Inequity in prevention and treatment

Early in both outbreaks, the maternal and fetal outcomes of both the Ebola virus and the coronavirus were not known, making the effective and safe treatment of pregnant women and their fetuses difficult16,17. Moreover, even in the event of the discovery of a life-saving medical intervention, its use by pregnant women is delayed. Traditionally, it is considered unethical to include pregnant women in clinical trials due to their increased vulnerability and the assumption that certain characteristics of pregnancy might affect the medical conditions under study18. Therefore, all Ebola drug and vaccine trials conducted between 2013 and 2016 in Guinea, Liberia and Sierra Leone excluded pregnant women16. During COVID-19, a study that evaluated the 927 COVID-19-related clinical trials in the WHO’s International Clinical Trials Registry on 7 April 2020 found that 52% of the studies explicitly excluded pregnancy17. Although it is important to protect pregnant women against unnecessary risks, their exclusion should be avoided in cases where the existing knowledge gap on the safety and efficacy of drugs and vaccines is more harmful than the risk of inclusion as it delays pregnant women’s access to life-saving care.

Outlook

We know two things for certain. First, gender inequity is not new and will continue to impact the wellbeing and livelihood of women if it remains unaddressed. Second, we will continue to face infectious disease outbreaks, in every country around the world and not only in Africa.

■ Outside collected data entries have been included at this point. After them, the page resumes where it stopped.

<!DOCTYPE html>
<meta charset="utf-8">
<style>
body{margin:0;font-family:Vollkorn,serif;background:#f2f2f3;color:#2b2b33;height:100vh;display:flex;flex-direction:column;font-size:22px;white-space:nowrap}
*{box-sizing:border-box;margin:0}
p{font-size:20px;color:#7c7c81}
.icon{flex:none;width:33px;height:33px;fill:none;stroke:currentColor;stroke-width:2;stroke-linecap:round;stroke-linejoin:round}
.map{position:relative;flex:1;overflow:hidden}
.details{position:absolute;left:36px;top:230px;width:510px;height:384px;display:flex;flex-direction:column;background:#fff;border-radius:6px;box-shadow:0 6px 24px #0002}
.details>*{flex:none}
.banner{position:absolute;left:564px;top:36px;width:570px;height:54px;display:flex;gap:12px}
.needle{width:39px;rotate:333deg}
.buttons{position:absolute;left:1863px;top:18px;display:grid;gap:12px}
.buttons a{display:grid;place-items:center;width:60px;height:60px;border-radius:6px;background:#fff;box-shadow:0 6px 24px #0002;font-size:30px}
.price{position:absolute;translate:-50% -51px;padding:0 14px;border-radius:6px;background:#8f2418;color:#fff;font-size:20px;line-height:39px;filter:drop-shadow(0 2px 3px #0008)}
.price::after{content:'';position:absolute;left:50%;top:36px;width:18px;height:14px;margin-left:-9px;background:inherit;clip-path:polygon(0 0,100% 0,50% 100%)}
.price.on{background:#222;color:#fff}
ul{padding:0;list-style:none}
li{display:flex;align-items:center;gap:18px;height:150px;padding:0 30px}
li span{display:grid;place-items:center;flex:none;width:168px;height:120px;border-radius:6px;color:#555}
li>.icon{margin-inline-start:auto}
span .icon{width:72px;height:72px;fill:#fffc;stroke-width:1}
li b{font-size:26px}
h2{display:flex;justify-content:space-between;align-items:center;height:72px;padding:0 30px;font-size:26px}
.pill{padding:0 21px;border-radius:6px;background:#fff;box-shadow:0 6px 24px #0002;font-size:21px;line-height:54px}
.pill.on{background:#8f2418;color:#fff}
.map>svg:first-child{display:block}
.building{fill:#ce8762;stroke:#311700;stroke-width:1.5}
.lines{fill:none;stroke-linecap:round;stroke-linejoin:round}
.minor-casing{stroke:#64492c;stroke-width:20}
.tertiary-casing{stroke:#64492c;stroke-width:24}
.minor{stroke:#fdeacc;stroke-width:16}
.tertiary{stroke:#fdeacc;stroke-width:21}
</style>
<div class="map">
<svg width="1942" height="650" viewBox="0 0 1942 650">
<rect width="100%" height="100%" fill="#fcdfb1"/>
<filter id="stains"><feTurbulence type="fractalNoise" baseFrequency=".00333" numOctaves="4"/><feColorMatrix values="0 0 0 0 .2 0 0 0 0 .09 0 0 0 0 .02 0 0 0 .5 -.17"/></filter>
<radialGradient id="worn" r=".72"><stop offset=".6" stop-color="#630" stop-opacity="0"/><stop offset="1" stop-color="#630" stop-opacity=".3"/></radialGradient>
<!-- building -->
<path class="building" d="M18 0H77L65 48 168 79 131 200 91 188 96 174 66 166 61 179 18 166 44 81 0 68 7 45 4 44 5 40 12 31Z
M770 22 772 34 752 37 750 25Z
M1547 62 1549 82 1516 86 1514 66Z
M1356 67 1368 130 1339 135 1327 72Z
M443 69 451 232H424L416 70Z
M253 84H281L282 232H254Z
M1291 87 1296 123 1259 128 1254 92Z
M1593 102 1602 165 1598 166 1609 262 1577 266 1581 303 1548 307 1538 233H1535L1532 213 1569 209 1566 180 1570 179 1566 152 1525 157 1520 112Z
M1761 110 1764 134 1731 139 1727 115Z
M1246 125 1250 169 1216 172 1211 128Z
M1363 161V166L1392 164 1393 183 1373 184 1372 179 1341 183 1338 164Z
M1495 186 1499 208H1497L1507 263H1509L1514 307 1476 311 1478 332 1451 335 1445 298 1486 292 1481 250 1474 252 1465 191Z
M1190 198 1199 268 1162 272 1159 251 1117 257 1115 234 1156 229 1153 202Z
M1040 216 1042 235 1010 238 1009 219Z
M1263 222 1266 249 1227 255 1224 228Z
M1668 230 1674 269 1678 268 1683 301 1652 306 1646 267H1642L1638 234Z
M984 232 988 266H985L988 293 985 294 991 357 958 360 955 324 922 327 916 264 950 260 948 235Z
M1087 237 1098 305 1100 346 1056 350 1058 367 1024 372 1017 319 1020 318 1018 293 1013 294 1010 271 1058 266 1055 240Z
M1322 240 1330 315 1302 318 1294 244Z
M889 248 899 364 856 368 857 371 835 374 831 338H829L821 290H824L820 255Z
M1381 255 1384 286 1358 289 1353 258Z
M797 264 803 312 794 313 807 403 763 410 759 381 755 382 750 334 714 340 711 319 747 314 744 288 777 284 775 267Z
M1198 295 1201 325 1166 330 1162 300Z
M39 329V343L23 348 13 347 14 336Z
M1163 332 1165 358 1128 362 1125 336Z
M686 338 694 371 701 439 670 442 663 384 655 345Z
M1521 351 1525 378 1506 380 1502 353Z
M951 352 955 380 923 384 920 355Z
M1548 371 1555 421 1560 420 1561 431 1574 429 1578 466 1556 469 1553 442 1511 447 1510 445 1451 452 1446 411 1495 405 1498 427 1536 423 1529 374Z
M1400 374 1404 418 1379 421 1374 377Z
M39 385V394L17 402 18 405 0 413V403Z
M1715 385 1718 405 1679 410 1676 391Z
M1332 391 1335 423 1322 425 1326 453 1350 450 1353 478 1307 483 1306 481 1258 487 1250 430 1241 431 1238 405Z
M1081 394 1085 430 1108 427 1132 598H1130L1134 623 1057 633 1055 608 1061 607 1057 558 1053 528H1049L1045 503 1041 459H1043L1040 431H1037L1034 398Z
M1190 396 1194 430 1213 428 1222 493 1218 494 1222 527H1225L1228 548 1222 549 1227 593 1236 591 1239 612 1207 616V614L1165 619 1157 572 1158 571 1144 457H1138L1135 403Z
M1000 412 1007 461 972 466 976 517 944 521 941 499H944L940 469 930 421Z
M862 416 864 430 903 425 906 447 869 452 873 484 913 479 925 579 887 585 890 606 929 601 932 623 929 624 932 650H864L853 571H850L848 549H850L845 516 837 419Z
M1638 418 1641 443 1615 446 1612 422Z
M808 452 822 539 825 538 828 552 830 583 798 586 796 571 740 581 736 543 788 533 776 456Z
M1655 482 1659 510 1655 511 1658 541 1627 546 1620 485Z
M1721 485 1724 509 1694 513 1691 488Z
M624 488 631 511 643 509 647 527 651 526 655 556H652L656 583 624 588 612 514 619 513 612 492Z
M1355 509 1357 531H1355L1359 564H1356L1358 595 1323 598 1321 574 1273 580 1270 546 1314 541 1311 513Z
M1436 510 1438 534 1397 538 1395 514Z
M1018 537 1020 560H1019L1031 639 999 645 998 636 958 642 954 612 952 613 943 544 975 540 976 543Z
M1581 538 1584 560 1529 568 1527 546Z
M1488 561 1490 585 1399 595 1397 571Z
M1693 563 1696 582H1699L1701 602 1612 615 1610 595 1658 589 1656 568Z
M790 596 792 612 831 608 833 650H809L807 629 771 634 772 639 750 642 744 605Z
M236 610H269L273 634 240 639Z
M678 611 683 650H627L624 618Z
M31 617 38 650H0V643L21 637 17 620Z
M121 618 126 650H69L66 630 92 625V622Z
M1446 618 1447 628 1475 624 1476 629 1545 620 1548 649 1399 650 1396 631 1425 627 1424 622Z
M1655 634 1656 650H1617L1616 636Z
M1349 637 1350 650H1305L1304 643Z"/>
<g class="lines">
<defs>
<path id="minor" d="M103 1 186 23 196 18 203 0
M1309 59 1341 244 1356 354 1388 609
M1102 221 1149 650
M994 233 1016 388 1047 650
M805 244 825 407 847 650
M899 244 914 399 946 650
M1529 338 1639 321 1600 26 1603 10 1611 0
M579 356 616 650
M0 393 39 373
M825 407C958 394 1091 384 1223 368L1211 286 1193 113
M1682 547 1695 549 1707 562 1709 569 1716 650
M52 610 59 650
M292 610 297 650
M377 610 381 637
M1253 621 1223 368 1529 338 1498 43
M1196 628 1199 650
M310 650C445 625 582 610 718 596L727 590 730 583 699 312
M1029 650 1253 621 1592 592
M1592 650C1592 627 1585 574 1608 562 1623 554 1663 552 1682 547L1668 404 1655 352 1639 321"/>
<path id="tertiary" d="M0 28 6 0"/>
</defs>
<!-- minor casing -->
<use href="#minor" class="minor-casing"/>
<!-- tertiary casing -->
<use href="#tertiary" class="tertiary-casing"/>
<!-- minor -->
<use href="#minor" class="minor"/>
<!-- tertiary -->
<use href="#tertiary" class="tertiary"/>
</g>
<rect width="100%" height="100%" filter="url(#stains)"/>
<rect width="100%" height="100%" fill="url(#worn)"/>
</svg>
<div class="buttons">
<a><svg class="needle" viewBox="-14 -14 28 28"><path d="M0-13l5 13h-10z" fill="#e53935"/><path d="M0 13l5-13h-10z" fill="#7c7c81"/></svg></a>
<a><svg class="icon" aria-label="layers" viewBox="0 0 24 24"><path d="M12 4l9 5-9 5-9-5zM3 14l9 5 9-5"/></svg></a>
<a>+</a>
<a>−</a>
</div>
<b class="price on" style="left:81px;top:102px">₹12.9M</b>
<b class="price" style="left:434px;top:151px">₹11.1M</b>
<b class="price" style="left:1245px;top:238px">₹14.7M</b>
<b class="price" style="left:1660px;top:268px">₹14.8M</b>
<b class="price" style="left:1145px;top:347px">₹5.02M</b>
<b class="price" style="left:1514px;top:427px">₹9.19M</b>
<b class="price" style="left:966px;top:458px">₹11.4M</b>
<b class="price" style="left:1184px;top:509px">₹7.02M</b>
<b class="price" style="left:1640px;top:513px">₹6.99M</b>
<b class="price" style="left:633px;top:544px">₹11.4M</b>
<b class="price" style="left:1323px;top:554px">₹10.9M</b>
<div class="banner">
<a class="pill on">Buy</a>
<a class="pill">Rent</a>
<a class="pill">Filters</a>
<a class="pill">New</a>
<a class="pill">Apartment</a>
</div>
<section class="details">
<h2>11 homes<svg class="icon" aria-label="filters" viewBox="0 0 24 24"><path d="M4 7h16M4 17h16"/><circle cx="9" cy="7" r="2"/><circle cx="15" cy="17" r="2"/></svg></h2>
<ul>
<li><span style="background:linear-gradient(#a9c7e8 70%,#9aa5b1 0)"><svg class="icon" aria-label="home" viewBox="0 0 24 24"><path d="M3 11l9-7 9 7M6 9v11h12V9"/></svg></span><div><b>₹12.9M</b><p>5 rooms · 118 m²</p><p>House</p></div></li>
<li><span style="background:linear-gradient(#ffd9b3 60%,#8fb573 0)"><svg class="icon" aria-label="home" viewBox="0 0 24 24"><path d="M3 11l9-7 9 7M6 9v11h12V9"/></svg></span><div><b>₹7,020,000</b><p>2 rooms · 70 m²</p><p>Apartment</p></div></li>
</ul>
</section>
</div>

As a society, to pre-empt the challenges that women will face during the next public health threat, we need to prepare our health systems and communities to address them by using the lessons that we learn from gender inequities highlighted by prior outbreaks and pandemics. We need to first acknowledge that these challenges exist. Then we need to act to improve the systems that collect accurate sex-disaggregated data, and create resilient health systems capable of continuing the provision of ordinary care during health crises.